** Opening INFORMATION block **

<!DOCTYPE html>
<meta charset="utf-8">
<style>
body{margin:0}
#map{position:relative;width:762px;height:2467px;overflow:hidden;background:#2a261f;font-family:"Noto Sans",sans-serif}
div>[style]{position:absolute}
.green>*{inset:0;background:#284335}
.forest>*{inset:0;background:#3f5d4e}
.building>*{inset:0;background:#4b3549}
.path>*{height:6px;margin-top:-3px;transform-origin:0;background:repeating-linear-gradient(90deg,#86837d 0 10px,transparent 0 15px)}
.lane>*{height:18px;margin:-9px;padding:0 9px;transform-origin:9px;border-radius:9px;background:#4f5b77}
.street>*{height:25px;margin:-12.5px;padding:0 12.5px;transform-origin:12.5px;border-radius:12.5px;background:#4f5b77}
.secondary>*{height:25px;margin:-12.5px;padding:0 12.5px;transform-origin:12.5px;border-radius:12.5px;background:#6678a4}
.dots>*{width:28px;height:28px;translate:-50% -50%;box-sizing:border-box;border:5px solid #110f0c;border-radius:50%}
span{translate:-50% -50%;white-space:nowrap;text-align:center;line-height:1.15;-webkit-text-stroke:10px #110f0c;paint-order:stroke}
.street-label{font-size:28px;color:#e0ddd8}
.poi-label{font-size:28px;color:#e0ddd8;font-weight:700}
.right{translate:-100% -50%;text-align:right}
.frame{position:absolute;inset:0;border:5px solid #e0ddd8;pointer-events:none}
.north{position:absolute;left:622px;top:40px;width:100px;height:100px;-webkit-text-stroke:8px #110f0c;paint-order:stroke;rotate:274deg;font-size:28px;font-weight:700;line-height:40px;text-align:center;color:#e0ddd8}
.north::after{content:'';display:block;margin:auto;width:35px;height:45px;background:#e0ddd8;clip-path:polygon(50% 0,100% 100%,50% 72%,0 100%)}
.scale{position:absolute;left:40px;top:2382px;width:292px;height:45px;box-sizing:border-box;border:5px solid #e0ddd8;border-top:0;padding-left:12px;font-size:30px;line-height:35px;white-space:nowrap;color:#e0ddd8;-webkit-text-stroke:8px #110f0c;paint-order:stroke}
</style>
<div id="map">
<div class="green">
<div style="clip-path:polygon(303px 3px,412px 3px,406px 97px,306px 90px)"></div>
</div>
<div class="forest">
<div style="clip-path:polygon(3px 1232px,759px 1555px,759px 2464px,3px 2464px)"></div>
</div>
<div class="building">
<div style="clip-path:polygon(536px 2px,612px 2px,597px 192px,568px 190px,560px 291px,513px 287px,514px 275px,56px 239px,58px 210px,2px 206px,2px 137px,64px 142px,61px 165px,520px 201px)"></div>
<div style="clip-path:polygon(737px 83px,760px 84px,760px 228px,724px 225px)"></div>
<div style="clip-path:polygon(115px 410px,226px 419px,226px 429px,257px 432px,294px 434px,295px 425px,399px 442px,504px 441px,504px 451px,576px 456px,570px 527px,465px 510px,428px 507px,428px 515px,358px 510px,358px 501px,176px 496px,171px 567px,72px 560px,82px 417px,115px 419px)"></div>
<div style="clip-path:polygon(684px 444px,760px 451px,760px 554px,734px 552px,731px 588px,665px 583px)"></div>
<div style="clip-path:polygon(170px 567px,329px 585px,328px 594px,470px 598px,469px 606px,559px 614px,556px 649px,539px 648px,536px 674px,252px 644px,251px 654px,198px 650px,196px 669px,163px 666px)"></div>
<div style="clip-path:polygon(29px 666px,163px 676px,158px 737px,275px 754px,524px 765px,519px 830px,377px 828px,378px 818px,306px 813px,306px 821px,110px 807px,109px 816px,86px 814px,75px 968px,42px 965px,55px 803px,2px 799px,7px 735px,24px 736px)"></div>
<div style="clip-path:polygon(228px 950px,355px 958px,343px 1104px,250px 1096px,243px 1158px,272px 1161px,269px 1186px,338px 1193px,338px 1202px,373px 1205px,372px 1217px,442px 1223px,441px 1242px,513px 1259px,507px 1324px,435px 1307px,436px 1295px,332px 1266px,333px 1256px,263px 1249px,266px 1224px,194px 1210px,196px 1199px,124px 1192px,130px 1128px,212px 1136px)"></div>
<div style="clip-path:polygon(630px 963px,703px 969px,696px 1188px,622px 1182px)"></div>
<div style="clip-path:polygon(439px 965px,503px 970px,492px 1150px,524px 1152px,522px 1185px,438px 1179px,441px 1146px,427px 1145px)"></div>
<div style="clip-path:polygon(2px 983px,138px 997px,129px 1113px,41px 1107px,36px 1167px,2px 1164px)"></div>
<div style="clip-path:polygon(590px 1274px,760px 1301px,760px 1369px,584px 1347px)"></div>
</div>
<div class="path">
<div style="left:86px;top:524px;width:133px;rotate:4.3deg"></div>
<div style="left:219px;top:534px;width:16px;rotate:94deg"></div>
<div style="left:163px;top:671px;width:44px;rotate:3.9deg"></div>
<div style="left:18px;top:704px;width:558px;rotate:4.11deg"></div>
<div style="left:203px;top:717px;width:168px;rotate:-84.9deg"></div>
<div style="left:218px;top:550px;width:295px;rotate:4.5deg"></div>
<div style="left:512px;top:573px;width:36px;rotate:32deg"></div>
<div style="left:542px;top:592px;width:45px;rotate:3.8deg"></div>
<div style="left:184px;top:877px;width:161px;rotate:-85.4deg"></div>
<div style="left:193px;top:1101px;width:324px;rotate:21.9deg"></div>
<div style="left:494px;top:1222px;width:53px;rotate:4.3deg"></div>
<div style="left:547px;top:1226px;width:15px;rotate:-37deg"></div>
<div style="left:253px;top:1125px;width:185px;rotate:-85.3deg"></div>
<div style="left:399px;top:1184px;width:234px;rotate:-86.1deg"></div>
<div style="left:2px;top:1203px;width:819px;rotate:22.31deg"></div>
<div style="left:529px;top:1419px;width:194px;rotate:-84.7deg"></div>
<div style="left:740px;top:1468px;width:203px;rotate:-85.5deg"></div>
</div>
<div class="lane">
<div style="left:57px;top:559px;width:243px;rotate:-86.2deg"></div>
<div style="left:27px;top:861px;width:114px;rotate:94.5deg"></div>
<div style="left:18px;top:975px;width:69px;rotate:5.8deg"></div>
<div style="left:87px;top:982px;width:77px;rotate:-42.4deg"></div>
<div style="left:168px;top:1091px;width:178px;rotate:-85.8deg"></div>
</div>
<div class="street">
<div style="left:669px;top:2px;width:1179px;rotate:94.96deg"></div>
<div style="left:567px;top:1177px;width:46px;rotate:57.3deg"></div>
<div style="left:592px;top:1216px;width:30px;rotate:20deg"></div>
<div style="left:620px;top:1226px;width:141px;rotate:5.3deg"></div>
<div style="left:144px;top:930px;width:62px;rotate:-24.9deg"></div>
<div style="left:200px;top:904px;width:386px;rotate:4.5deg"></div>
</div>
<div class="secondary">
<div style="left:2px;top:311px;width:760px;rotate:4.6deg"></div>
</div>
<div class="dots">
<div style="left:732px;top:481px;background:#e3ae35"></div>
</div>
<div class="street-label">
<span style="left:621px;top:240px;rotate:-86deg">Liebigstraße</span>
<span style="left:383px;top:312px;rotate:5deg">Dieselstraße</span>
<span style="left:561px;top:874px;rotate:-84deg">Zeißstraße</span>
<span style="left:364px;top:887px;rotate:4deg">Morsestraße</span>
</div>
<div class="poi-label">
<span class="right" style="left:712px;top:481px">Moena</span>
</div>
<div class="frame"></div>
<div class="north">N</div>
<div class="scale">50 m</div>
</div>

** Closing INFORMATION block **

**DIRECTIONS**
Would you print exactly the lines from the first line of the entries above through the line that has "0 10px,transparent 0", both included, and stop there?

**YOUR RESPONSE**
<!DOCTYPE html>
<meta charset="utf-8">
<style>
body{margin:0}
#map{position:relative;width:762px;height:2467px;overflow:hidden;background:#2a261f;font-family:"Noto Sans",sans-serif}
div>[style]{position:absolute}
.green>*{inset:0;background:#284335}
.forest>*{inset:0;background:#3f5d4e}
.building>*{inset:0;background:#4b3549}
.path>*{height:6px;margin-top:-3px;transform-origin:0;background:repeating-linear-gradient(90deg,#86837d 0 10px,transparent 0 15px)}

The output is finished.